Most PyTorch data follows this path:

raw data -> tensor -> shape/dtype/device check -> operation/model -> loss -> gradient/update

The beginner mistake is to jump straight to the model. A safer habit is to inspect the tensor before it enters the model.

Tensor Means Data With Training Metadata

The shortest useful definition is:

A tensor is a multi-dimensional array that PyTorch can compute with, move across devices, and track for gradients when needed.
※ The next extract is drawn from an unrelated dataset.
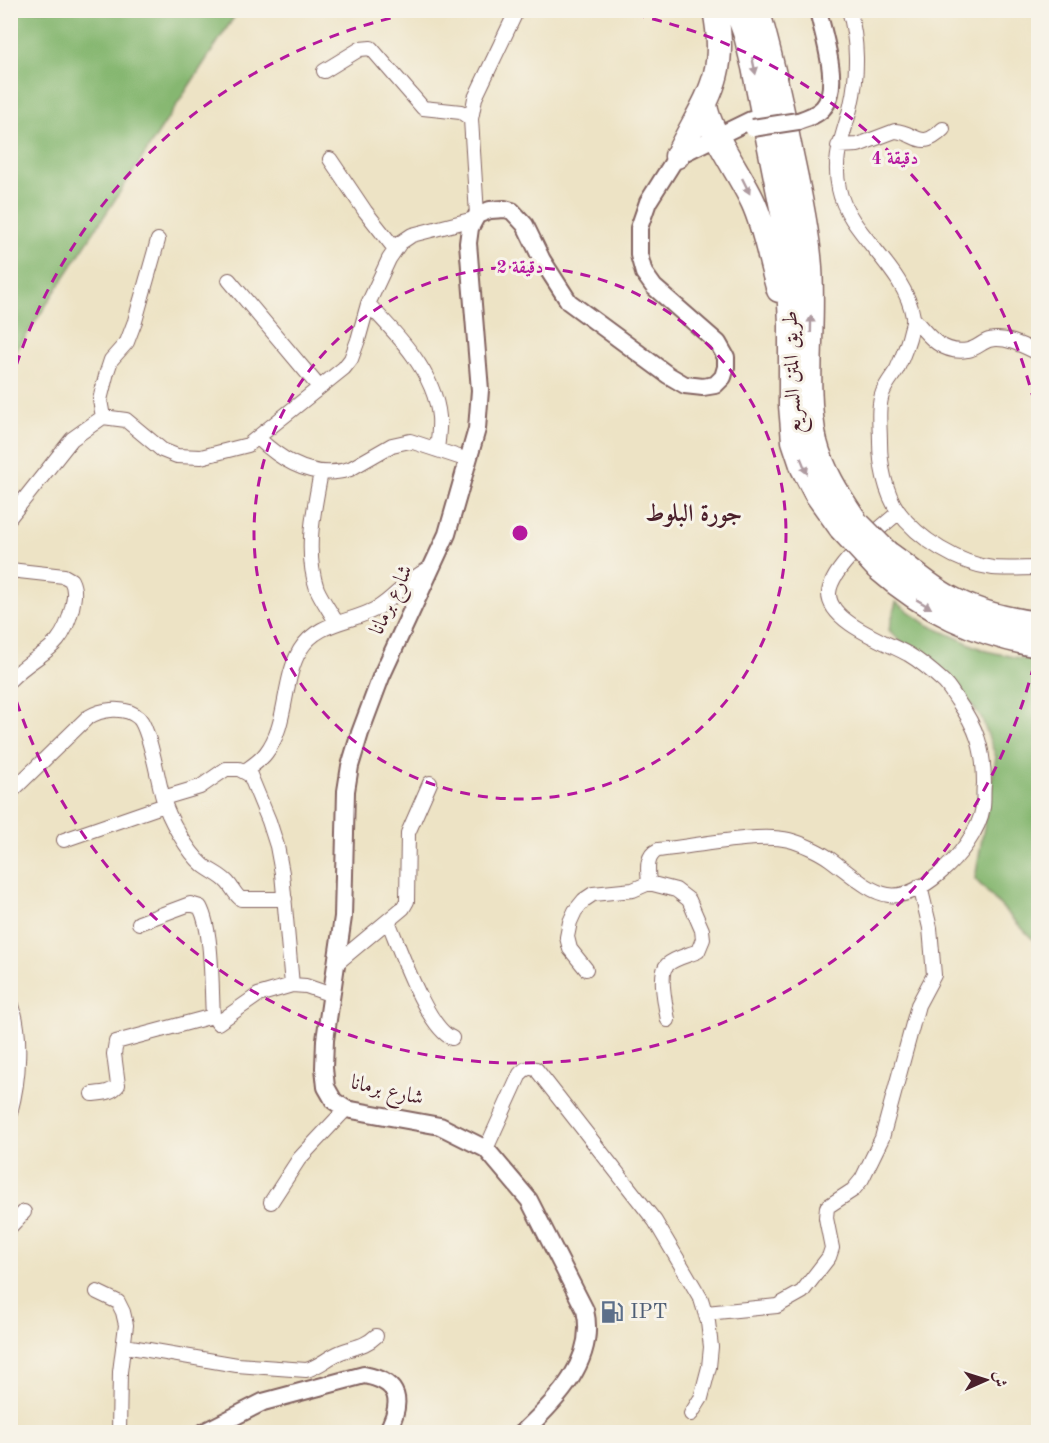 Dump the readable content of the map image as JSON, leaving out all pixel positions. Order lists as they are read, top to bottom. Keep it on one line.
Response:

Compared with NumPy arrays, PyTorch tensors add two deep learning features:

  • device: the tensor can live on CPU, GPU, or Apple MPS.
  • requires_grad: the tensor can join automatic differentiation.

Common shapes:

Quick reference map for PyTorch tensor shapes and meanings

DataCommon shapeMeaning
tabular batch[batch, features]rows are samples, columns are features
class labels[batch]one integer class id per sample
image batch[batch, channels, height, width]PyTorch image convention
text embeddings[batch, seq_len, embedding_dim]tokens with vector representations
logits[batch, classes]raw class scores before softmax

Lab 1: Inspect Tensors Before Doing Math

Run this first. It builds the inspection habit you will use in every later training loop.

import torch


def describe(name, tensor, meaning):
print(
f"{name}: shape={tuple(tensor.shape)} "
f"dtype={tensor.dtype} "
f"device={tensor.device} "
f"meaning={meaning}"
)


X = torch.tensor(
[
[1.0, 2.0, 3.0],
[4.0, 5.0, 6.0],
]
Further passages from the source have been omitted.